Dysregulated axonal RNA translation in amyotrophic lateral sclerosis

Abstract

Amyotrophic lateral sclerosis (ALS) is an adult-onset motor neuron disease that has been associated with a diverse array of genetic changes. Prominent among these are mutations in RNA-binding proteins (RBPs) or repeat expansions that give rise to toxic RNA species. RBPs are additionally central components of pathologic aggregates that constitute a disease hallmark, suggesting that dysregulation of RNA metabolism underlies disease progression. In the context of neuronal physiology, transport of RNAs and localized RNA translation in axons are fundamental to neuronal survival and function.

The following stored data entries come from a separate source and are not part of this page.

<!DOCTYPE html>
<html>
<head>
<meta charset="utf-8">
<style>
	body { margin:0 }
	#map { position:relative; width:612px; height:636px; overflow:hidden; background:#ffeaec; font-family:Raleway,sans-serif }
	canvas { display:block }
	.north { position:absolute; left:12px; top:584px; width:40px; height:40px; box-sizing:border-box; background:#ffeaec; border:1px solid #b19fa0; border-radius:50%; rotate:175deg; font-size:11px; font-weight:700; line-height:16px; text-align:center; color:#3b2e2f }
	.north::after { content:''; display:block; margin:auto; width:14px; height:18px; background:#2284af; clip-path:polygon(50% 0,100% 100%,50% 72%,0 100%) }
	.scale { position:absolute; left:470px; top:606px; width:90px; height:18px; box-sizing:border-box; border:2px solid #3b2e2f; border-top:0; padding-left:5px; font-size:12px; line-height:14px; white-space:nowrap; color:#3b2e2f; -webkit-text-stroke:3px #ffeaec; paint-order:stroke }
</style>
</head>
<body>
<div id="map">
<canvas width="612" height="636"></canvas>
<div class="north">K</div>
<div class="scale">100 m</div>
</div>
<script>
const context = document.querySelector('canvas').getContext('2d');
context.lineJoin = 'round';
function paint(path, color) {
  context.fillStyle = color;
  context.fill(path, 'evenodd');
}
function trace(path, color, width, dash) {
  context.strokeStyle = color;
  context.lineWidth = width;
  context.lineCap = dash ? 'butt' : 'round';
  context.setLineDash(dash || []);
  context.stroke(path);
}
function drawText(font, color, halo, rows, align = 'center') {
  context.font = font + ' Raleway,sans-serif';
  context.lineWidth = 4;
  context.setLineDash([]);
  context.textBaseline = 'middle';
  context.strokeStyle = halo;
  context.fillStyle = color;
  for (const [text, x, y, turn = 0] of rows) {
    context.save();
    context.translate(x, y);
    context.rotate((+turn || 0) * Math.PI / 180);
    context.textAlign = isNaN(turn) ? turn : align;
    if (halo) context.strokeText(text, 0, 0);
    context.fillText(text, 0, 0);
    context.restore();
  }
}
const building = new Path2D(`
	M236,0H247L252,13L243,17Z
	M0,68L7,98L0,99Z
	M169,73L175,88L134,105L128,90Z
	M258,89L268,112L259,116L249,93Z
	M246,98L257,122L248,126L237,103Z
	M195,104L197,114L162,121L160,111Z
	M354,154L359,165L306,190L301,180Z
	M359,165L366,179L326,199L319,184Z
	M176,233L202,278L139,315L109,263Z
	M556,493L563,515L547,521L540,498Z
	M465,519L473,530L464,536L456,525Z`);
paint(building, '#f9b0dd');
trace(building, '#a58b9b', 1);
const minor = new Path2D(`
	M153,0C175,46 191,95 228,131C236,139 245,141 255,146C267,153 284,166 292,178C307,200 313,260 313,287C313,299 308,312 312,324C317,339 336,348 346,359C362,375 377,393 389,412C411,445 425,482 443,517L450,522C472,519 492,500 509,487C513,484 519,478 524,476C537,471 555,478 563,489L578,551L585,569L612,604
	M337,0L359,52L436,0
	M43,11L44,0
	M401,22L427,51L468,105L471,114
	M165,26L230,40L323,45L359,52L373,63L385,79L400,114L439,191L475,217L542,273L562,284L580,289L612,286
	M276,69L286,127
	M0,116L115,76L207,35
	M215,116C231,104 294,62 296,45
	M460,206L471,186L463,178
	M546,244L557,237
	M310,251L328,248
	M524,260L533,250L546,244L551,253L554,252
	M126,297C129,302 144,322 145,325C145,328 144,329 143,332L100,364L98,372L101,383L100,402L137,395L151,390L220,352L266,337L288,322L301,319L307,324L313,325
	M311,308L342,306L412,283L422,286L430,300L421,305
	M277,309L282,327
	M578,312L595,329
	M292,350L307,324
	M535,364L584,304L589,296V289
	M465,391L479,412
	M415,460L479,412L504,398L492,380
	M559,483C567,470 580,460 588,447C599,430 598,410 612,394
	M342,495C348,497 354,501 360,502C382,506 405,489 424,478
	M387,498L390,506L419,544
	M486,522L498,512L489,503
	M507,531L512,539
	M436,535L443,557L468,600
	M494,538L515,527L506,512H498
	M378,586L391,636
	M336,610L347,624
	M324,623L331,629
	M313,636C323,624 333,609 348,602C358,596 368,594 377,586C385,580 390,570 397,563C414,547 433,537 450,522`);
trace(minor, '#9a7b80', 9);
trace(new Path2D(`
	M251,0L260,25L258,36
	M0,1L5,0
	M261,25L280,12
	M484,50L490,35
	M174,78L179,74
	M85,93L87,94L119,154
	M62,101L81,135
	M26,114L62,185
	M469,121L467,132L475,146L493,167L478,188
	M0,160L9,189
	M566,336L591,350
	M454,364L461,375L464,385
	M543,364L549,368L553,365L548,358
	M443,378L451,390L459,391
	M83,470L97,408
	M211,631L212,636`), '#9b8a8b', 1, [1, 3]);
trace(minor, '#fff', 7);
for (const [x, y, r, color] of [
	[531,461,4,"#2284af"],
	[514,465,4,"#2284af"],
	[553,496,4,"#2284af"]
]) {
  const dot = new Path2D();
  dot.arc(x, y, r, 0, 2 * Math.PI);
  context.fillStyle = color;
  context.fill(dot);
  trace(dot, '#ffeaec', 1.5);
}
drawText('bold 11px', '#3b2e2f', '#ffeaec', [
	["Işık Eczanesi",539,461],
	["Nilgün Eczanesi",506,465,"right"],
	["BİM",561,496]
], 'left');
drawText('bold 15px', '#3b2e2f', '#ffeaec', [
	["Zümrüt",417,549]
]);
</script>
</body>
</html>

Several lines of evidence suggest that axonal RNA translation is a central process perturbed by various pathogenic events associated with ALS. Dysregulated translation of specific RNA groups could underlie feedback effects that connect and reinforce disease manifestations. Among such candidates are RNAs encoding proteins involved in the regulation of microtubule dynamics. Further understanding of axonally dysregulated RNA targets and of the feedback mechanisms they induce could provide useful therapeutic insights. WIREs RNA 2016, 7:589-603. doi: 10.1002/wrna.1352 For further resources related to this article, please visit the WIREs website.

Figure 1

Axonal RNA translation as a central process dysregulated in amyotrophic lateral sclerosis (ALS). Potential interconnections between ALS‐associated pathogenic events and feedback effects discussed in the text. Disparate genetic mutations or environmental triggers could provide different points of entry to initiate cascades of events leading to dysregulation of RNA metabolism in axons through affecting RNA transport and/or translation. Red fonts indicate affected RNAs or events that could impact on axonal RNA translation.

Figure 2

RNA‐binding protein (RBP) aggregation and connections to microtubule dynamics. RBP aggregates associated with amyotrophic lateral sclerosis (ALS) can lead to translation arrest, ectopic translation, or sequestration of RBPs and subsequent perturbation in axonal RNA transport. Some of the affected RNAs encode microtubule regulators thus leading to alterations in microtubule dynamics. Such RNAs include the futsch/MAP1B RNA affected by TDP‐43 mutations or APC‐associated RNAs that can be affected by APC sequestration in FUS granules. Changes of the microtubule cytoskeleton could subsequently affect transport of additional cargo, such as mitochondria, or could have feedback effects on the dynamics of RNA granules.